BP has increased its share in the $12 billion West Nile Delta gas field in Egypt to above 80 percent after buying a stake from DEA, the energy group owned by Russian billionaire Mikhial Fridman.
Germany-based DEA said it had sold roughly half of its stake in the field and now owns 17.25 percent of the concession deal to develop 5 trillion cubic feet of gas resources and 55 million barrels of condensates.
Fridman appointed in March former BP boss John Browne to head DEA.
The West Nile Delta field is planned to start production in 2017 and to produce 1.2 billion cubic feet per day, around one quarter of Egypt's current gas production.

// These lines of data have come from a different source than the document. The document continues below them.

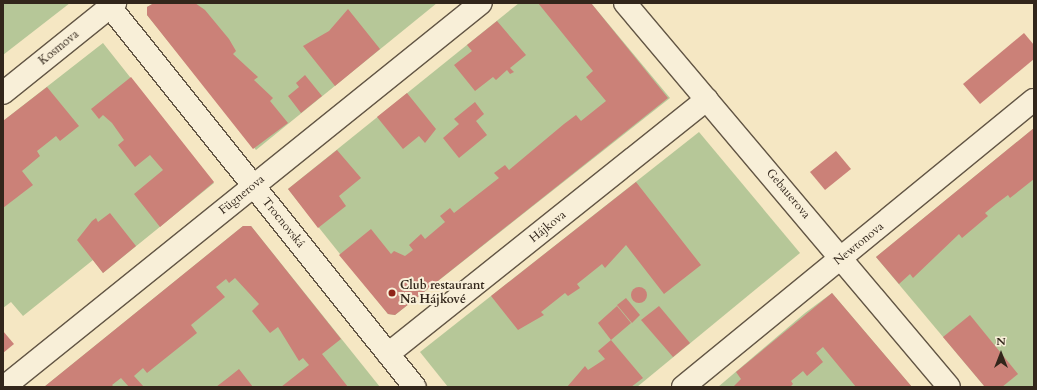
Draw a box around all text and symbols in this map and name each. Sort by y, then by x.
street label: Kosmova [36,28,82,68]
street label: Gebauerova [763,166,813,222]
street label: Fügnerova [216,172,268,218]
street label: Trocnovská [258,195,308,251]
street label: Hájkova [527,208,569,246]
street label: Newtonova [831,219,887,269]
place label: Club restaurant Na Hájkové [400,279,484,307]
marker: Club restaurant Na Hájkové [387,288,397,298]
north arrow [981,334,1021,374]
text: N [996,334,1006,349]

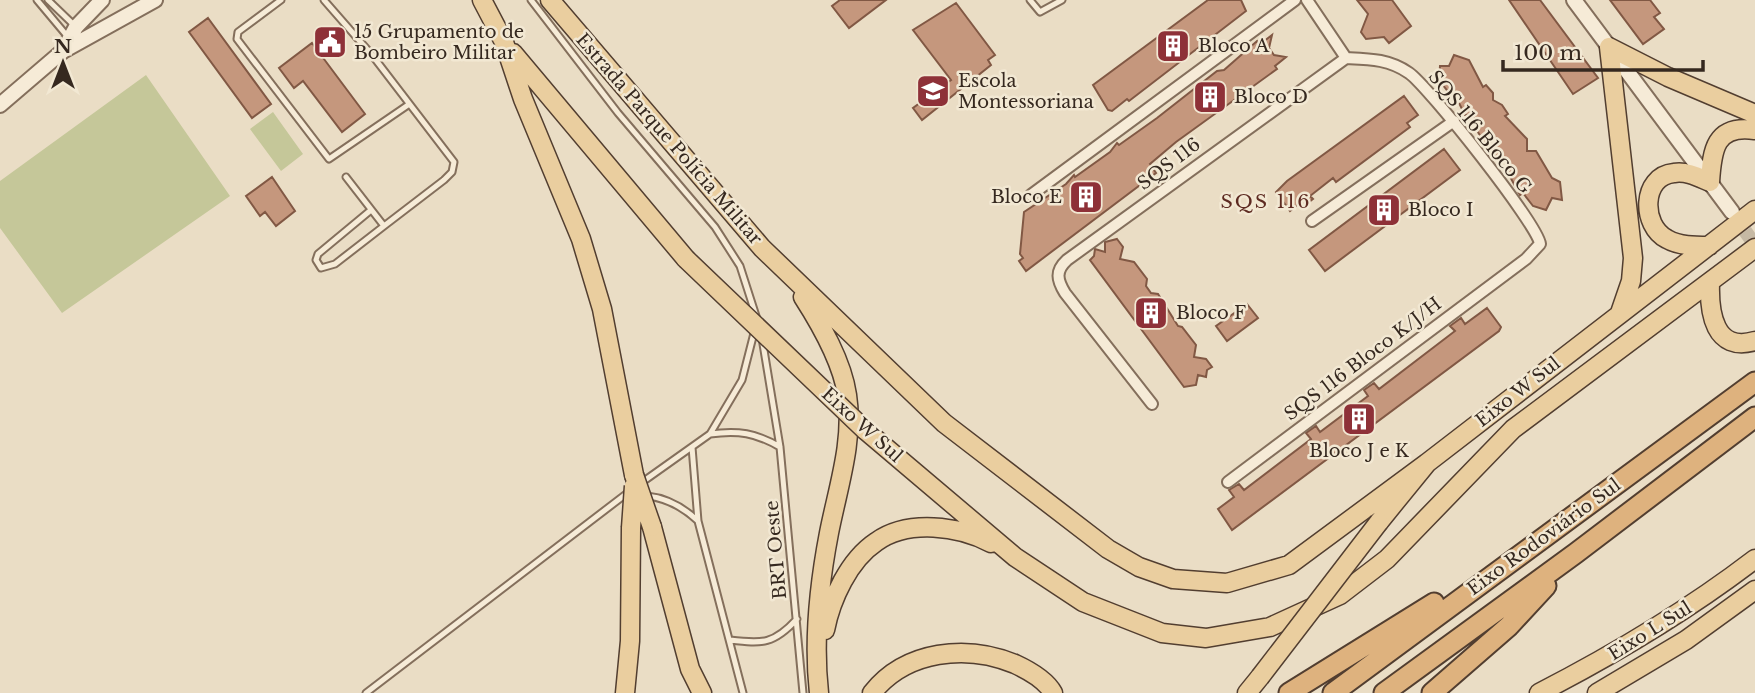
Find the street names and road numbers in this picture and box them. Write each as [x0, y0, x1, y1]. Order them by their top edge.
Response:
street label: Estrada Parque Polícia Militar [571, 29, 767, 250]
street label: SQS 116 Bloco G [1424, 66, 1537, 198]
street label: SQS 116 [1133, 133, 1205, 195]
street label: SQS 116 Bloco K/J/H [1280, 293, 1446, 425]
street label: Eixo W Sul [1471, 352, 1565, 432]
street label: Eixo W Sul [817, 383, 907, 467]
street label: Eixo Rodoviário Sul [1463, 474, 1625, 600]
street label: BRT Oeste [761, 500, 791, 600]
street label: Eixo L Sul [1604, 597, 1696, 665]

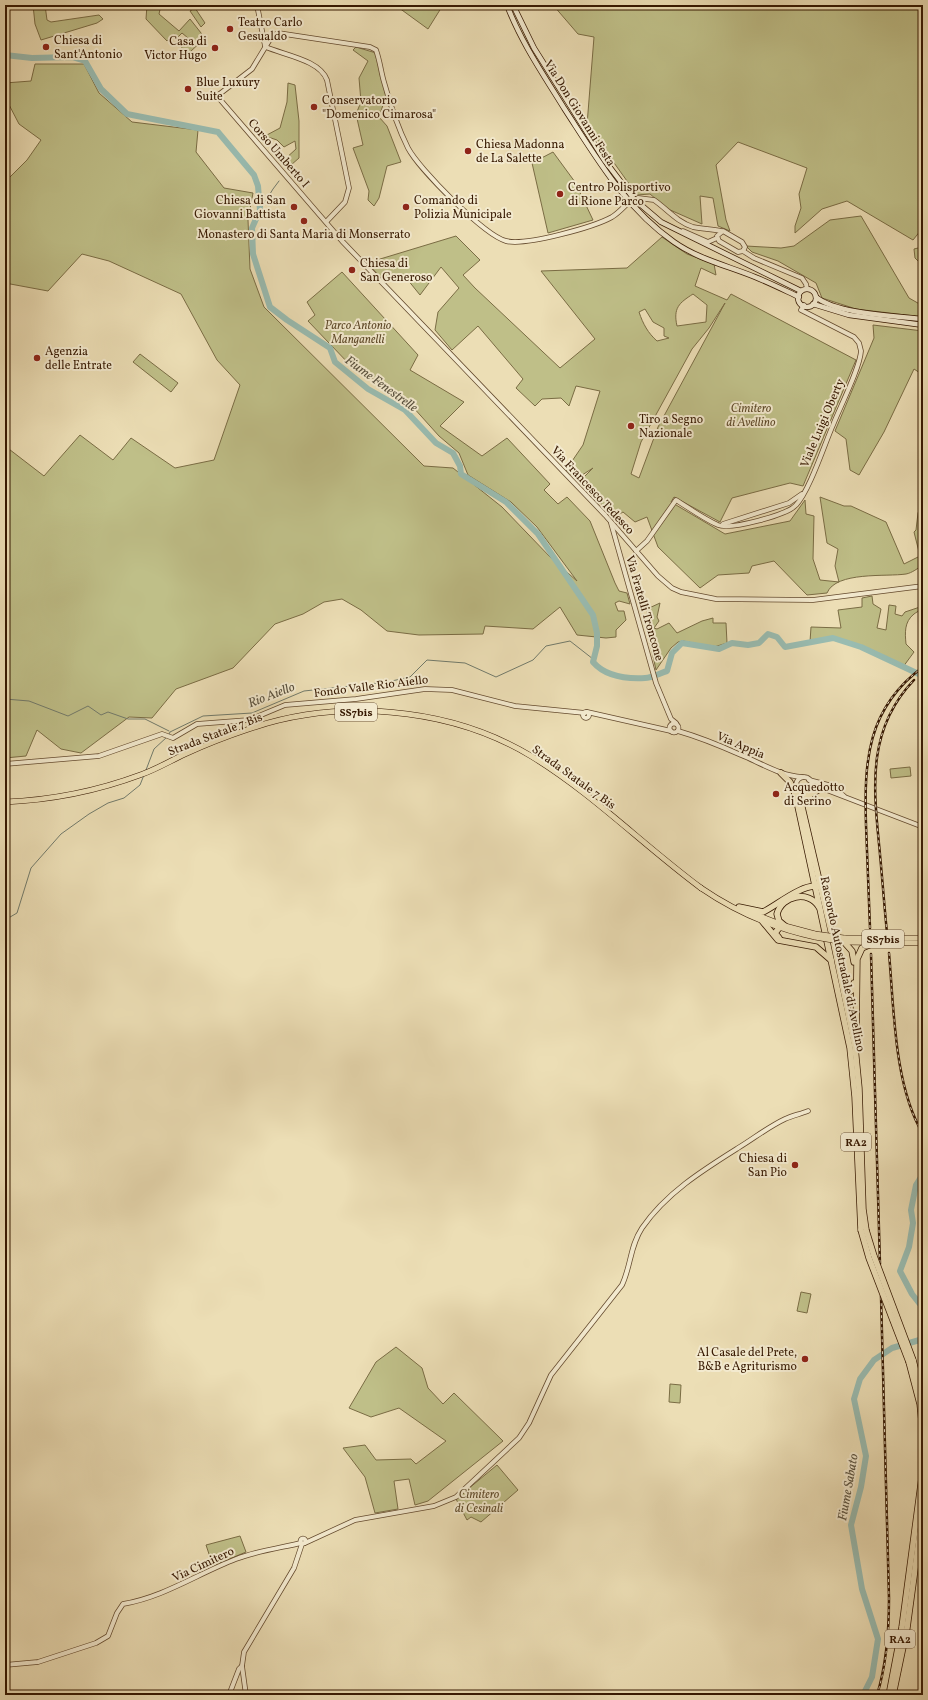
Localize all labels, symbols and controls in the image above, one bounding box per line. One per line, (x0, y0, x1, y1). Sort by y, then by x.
place label: Teatro Carlo Gesualdo (238, 15, 303, 45)
marker: Teatro Carlo Gesualdo (225, 24, 235, 34)
place label: Chiesa di Sant'Antonio (54, 33, 122, 63)
place label: Casa di Victor Hugo (144, 34, 207, 64)
marker: Chiesa di Sant'Antonio (41, 42, 51, 52)
marker: Casa di Victor Hugo (210, 43, 220, 53)
street label: Via Don Giovanni Festa (540, 57, 618, 170)
place label: Blue Luxury Suite (196, 75, 260, 105)
marker: Blue Luxury Suite (183, 84, 193, 94)
place label: Conservatorio "Domenico Cimarosa" (322, 93, 436, 123)
marker: Conservatorio "Domenico Cimarosa" (309, 102, 319, 112)
street label: Corso Umberto I (244, 116, 313, 191)
place label: Chiesa Madonna de La Salette (476, 137, 564, 167)
marker: Chiesa Madonna de La Salette (463, 146, 473, 156)
place label: Centro Polisportivo di Rione Parco (568, 180, 671, 210)
marker: Centro Polisportivo di Rione Parco (555, 189, 565, 199)
place label: Chiesa di San Giovanni Battista (194, 193, 286, 223)
place label: Comando di Polizia Municipale (414, 193, 512, 223)
marker: Chiesa di San Giovanni Battista (289, 202, 299, 212)
marker: Comando di Polizia Municipale (401, 202, 411, 212)
marker: Monastero di Santa Maria di Monserrato (299, 216, 309, 226)
place label: Monastero di Santa Maria di Monserrato (198, 227, 410, 243)
place label: Chiesa di San Generoso (360, 256, 432, 286)
marker: Chiesa di San Generoso (347, 265, 357, 275)
park label: Parco Antonio Manganelli (325, 318, 392, 348)
place label: Agenzia delle Entrate (45, 344, 112, 374)
water label: Fiume Fenestrelle (341, 352, 421, 417)
marker: Agenzia delle Entrate (32, 353, 42, 363)
street label: Viale Luigi Oberty (797, 376, 849, 470)
park label: Cimitero di Avellino (727, 401, 776, 431)
place label: Tiro a Segno Nazionale (639, 412, 703, 442)
marker: Tiro a Segno Nazionale (626, 421, 636, 431)
street label: Via Francesco Tedesco (547, 443, 637, 538)
street label: Via Fratelli Troncone (621, 554, 667, 663)
street label: Fondo Valle Rio Aiello (313, 672, 429, 702)
water label: Rio Aiello (246, 679, 298, 713)
road number: SS7bis (335, 703, 377, 721)
street label: Strada Statale 7 Bis (166, 710, 265, 760)
street label: Via Appia (714, 729, 767, 763)
street label: Strada Statale 7 Bis (528, 742, 619, 814)
place label: Acquedotto di Serino (784, 780, 844, 810)
marker: Acquedotto di Serino (771, 789, 781, 799)
street label: Raccordo Autostradale di Avellino (816, 875, 868, 1053)
road number: SS7bis (862, 930, 904, 948)
road number: RA2 (841, 1133, 871, 1151)
place label: Chiesa di San Pio (739, 1151, 787, 1181)
marker: Chiesa di San Pio (790, 1160, 800, 1170)
place label: Al Casale del Prete, B&B e Agriturismo (697, 1345, 797, 1375)
marker: Al Casale del Prete, B&B e Agriturismo (800, 1354, 810, 1364)
water label: Fiume Sabato (834, 1452, 864, 1522)
park label: Cimitero di Cesinali (455, 1487, 504, 1517)
street label: Via Cimitero (170, 1544, 237, 1586)
road number: RA2 (885, 1630, 915, 1648)

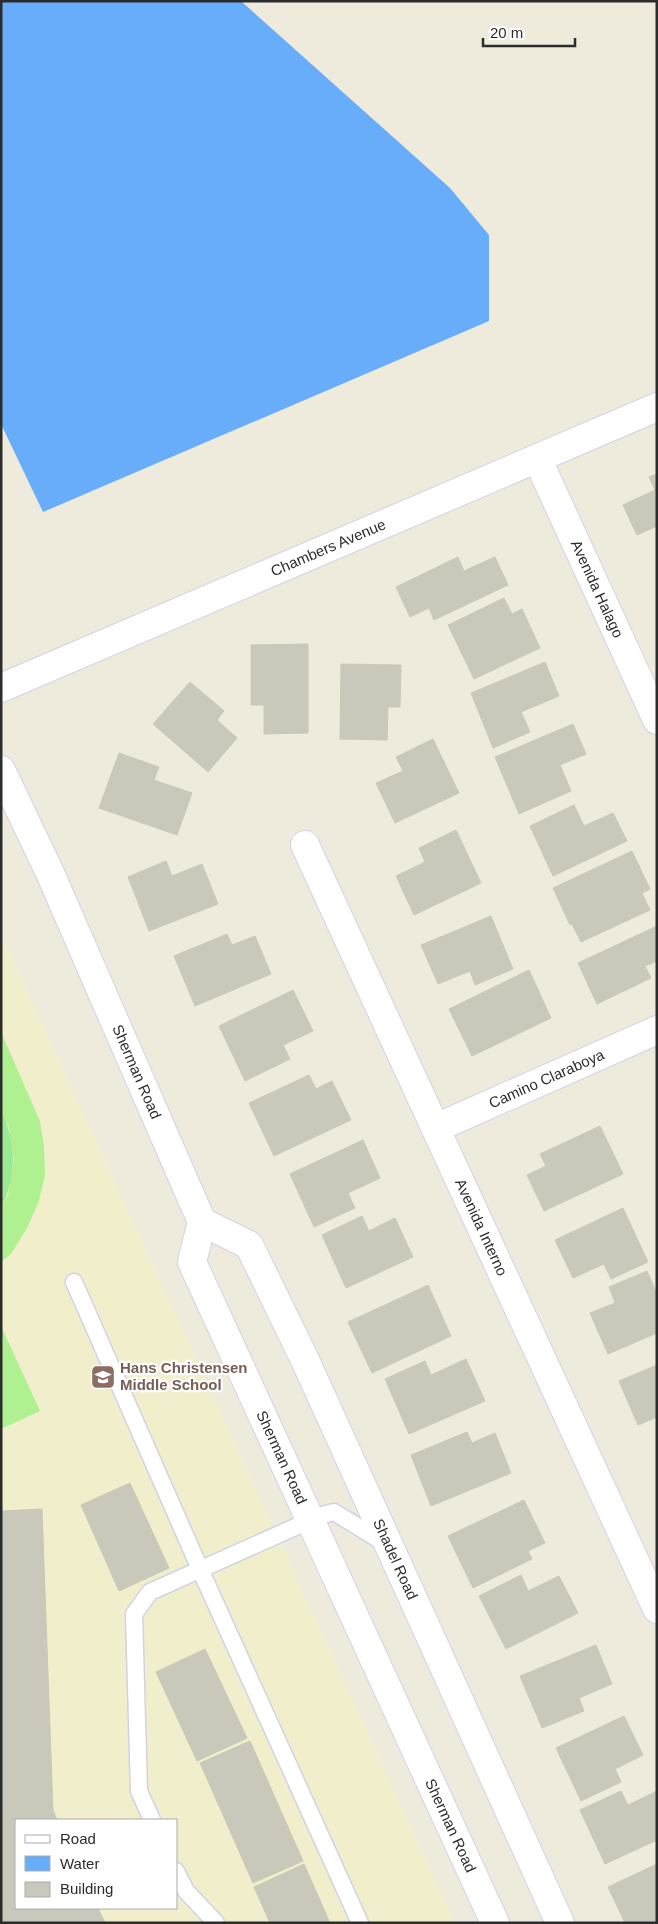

DEA, which Fridman's LetterOne fund bought from German utility firm RWE earlier this year for $5.1 billion, also holds a minority stake in Egypt's North Alexandria and West Mediterranean Deepwater concessions together with BP.
"The farm down was also used by DEA to work closely with partner BP to restructure the partnerships agreements to maximise the speed of decision making," DEA said in a statement.
While the increased stake in the field offers BP a strong return of around 15 percent and important resources, the risk associated with Egypt remains high, Deutsche Bank said in a note.
"DEA's decision to sell down, whilst described as reflecting a desire to diversify risk, may however raise questions on the strength of the absolute economics associated with the Egyptian project whilst also clearly emphasising the political risk associated with developments in the region."